Nowadays, just because you want cheap a mobile phone, it doesn't mean you have to settle for a model that will blow up in your hands, crippling you for life. Times have changed, and the penny-pinching shopper now has a huge range of decent options available. The Nokia 2730 Classic, for example, is a 3G phone that's available for free on a £10-per-month contract, £50 on a pay-as-you-go deal, and about £70 SIM-free.
No school like the old school
The 2730 is an archetypal Nokia handset, with a sturdy, elongated, candybar frame. Around half of the phone is taken up by an alphanumeric keyboard, navigation button and other controls. It's surprisingly chunky, at 14mm thick.
Around the sides, you'll find a microSD memory card slot, a micro-USB port and, blessedly, a 3.5mm socket for plugging in your own headphones, so you don't have to use the bundled hands-free set. A chrome trim surrounds the handset, while the back is mostly matte black. A 2-megapixel camera sits on the rear.
On the front of the phone is a small, 51mm (2-inch) QVGA screen. With a resolution of 320x240 pixels, it's clear enough, but the handset looks like it could have accommodated a larger display. The screen's glossy coating also makes it a real fingerprint magnet.
Cheap but not so cheerful
Navigation is handled via a five-way button, 'confirm' and 'back' keys on either side of this, and answer and call-end buttons. With a brushed aluminium finish, the keypad, like the other controls, looks very classy indeed.

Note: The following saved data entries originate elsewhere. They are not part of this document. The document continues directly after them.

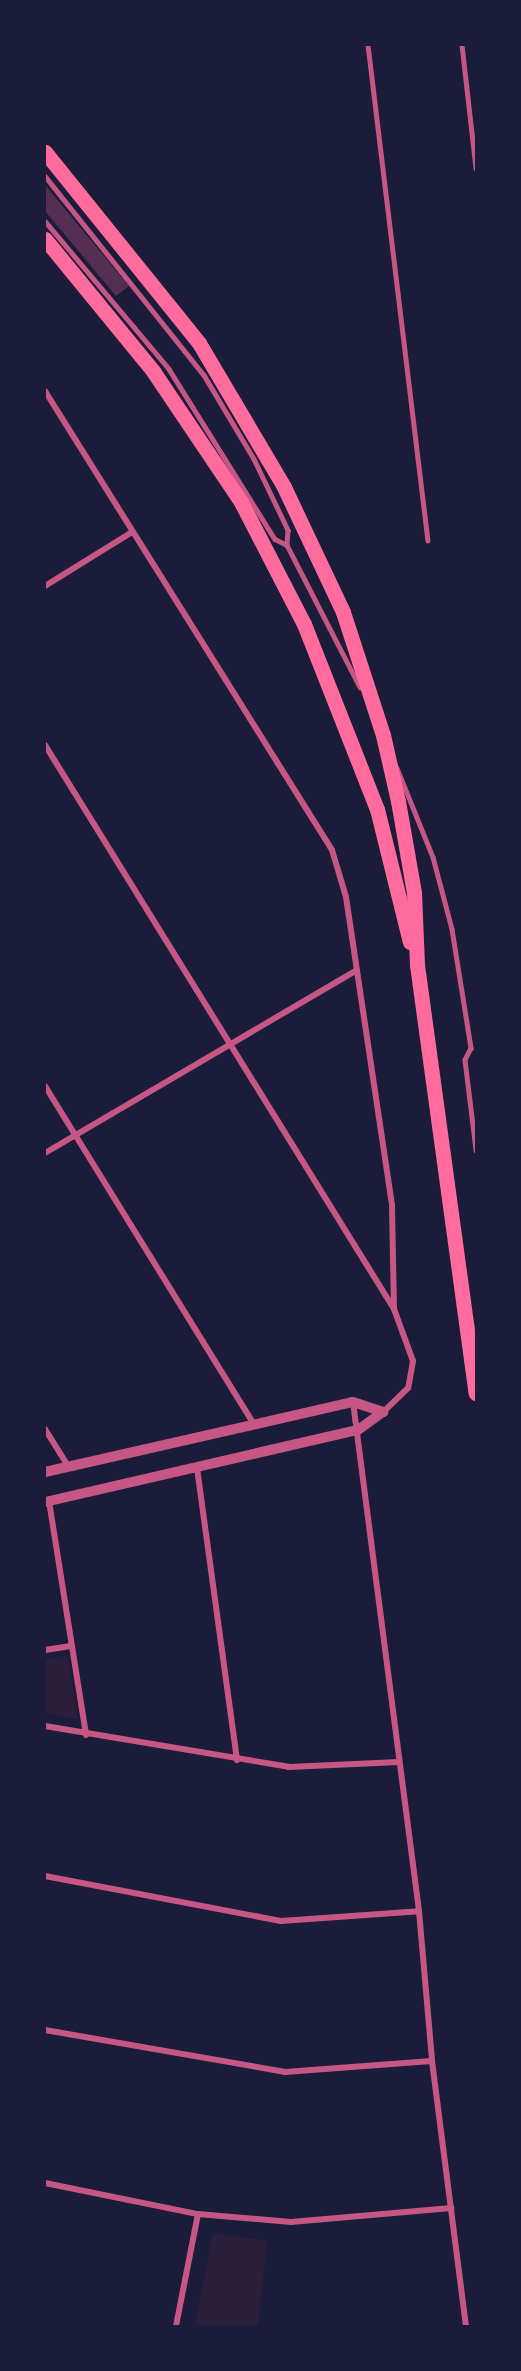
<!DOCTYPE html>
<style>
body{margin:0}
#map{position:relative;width:521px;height:2371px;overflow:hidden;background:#1b1b3a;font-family:"Sofia Sans Condensed",sans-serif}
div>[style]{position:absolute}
.green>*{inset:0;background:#2a1e3b}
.building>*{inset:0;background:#542f53}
.service>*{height:4.5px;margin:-2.25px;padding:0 2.25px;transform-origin:2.25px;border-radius:2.25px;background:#c65784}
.minor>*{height:6px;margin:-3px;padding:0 3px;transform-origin:3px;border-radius:3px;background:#c65784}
.tertiary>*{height:10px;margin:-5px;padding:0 5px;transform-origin:5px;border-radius:5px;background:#c65784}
.primary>*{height:15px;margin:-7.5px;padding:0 7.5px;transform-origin:7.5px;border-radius:7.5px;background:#ff6b9d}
span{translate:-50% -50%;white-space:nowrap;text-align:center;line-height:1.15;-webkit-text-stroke:4.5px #1b1b3a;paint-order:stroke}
.frame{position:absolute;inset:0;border:46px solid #1b1b3a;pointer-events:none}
</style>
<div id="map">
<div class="green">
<i style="clip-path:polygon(67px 1655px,78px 1720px,45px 1712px,45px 1660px)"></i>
<i style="clip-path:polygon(213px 2233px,267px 2241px,258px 2326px,195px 2326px)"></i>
</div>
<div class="building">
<i style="clip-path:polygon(45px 185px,129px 286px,116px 296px,45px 211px)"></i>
</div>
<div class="service">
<i style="left:368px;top:45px;width:499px;rotate:83.1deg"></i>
<i style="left:462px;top:45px;width:124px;rotate:83.5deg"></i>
<i style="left:45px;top:176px;width:255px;rotate:51.4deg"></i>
<i style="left:204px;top:375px;width:98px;rotate:59.2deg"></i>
<i style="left:254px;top:459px;width:79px;rotate:64.4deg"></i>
<i style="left:288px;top:530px;width:15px;rotate:94deg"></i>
<i style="left:287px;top:545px;width:160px;rotate:62.8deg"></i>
<i style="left:45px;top:221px;width:193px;rotate:50deg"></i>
<i style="left:169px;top:369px;width:200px;rotate:58.1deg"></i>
<i style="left:275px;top:539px;width:13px;rotate:27deg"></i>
<i style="left:397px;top:768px;width:96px;rotate:68deg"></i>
<i style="left:433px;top:857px;width:74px;rotate:75.2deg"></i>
<i style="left:452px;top:929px;width:121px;rotate:80.9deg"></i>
<i style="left:471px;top:1048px;width:13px;rotate:117deg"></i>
<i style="left:465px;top:1060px;width:91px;rotate:83deg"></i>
</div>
<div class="minor">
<i style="left:45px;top:391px;width:541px;rotate:57.98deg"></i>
<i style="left:332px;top:850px;width:49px;rotate:73.4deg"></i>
<i style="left:346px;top:897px;width:312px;rotate:81.5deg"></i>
<i style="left:392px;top:1206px;width:103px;rotate:88.9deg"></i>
<i style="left:45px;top:586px;width:102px;rotate:-31.8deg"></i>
<i style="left:45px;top:745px;width:663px;rotate:58.25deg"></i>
<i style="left:394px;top:1309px;width:55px;rotate:69.9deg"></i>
<i style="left:413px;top:1361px;width:27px;rotate:100deg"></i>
<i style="left:408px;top:1388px;width:35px;rotate:136deg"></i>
<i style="left:45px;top:1086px;width:396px;rotate:58.3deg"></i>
<i style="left:45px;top:1153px;width:359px;rotate:-30.4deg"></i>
<i style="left:353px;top:1402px;width:513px;rotate:82.61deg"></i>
<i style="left:419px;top:1911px;width:151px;rotate:85deg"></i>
<i style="left:432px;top:2061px;width:267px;rotate:82.7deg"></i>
<i style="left:45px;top:1429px;width:44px;rotate:58.1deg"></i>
<i style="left:197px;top:1468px;width:295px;rotate:82.2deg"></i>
<i style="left:49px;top:1501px;width:237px;rotate:81deg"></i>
<i style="left:45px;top:1650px;width:26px;rotate:-9deg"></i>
<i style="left:45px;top:1726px;width:247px;rotate:9.5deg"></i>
<i style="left:289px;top:1767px;width:110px;rotate:-2.6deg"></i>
<i style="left:45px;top:1876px;width:240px;rotate:10.8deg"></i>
<i style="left:281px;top:1921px;width:138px;rotate:-4.1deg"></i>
<i style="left:45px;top:2030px;width:244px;rotate:9.9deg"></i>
<i style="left:285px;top:2072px;width:147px;rotate:-4.3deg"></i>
<i style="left:45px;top:2183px;width:156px;rotate:11.5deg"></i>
<i style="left:198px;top:2214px;width:93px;rotate:4.9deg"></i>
<i style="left:291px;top:2222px;width:161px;rotate:-5deg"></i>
<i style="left:176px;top:2326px;width:114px;rotate:-78.9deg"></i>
</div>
<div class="tertiary">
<i style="left:45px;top:1472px;width:316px;rotate:-12.8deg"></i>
<i style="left:353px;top:1402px;width:32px;rotate:18deg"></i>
<i style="left:45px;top:1502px;width:321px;rotate:-13deg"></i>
<i style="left:358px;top:1430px;width:31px;rotate:-36deg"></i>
</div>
<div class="primary">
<i style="left:45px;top:152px;width:245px;rotate:51.1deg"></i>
<i style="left:199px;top:343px;width:167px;rotate:59.4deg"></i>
<i style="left:284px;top:487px;width:138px;rotate:64.7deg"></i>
<i style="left:343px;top:612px;width:129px;rotate:72deg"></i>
<i style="left:383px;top:735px;width:68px;rotate:77.2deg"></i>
<i style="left:398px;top:801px;width:93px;rotate:80.1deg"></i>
<i style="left:414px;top:893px;width:72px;rotate:87.6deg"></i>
<i style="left:417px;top:965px;width:432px;rotate:82.2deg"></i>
<i style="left:45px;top:239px;width:171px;rotate:50.7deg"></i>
<i style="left:153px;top:371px;width:158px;rotate:56.1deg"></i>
<i style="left:241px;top:502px;width:137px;rotate:62.7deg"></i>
<i style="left:304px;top:624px;width:199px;rotate:68.5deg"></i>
<i style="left:377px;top:809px;width:137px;rotate:76.1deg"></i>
</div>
<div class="frame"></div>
</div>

This illusion is, however, quickly shattered when you actually use the buttons. Stiff and unresponsive, they feel very cheap. Applying just a little pressure to the answer and call-end buttons causes the entire section of plastic in which they sit to sink into the handset. We suspect this phone might not survive more than a few trips to the pavement.
The stiff keys make texting at speed pretty awkward, and really hamper the 2730's usability generally. That's a shame, because the menus themselves are pretty intuitive. The menu icons are arranged in a pleasing grid, but cycling through them feels ever so slightly sluggish. We doubt it'll drive you up the wall, though, unless you're a particularly impatient person.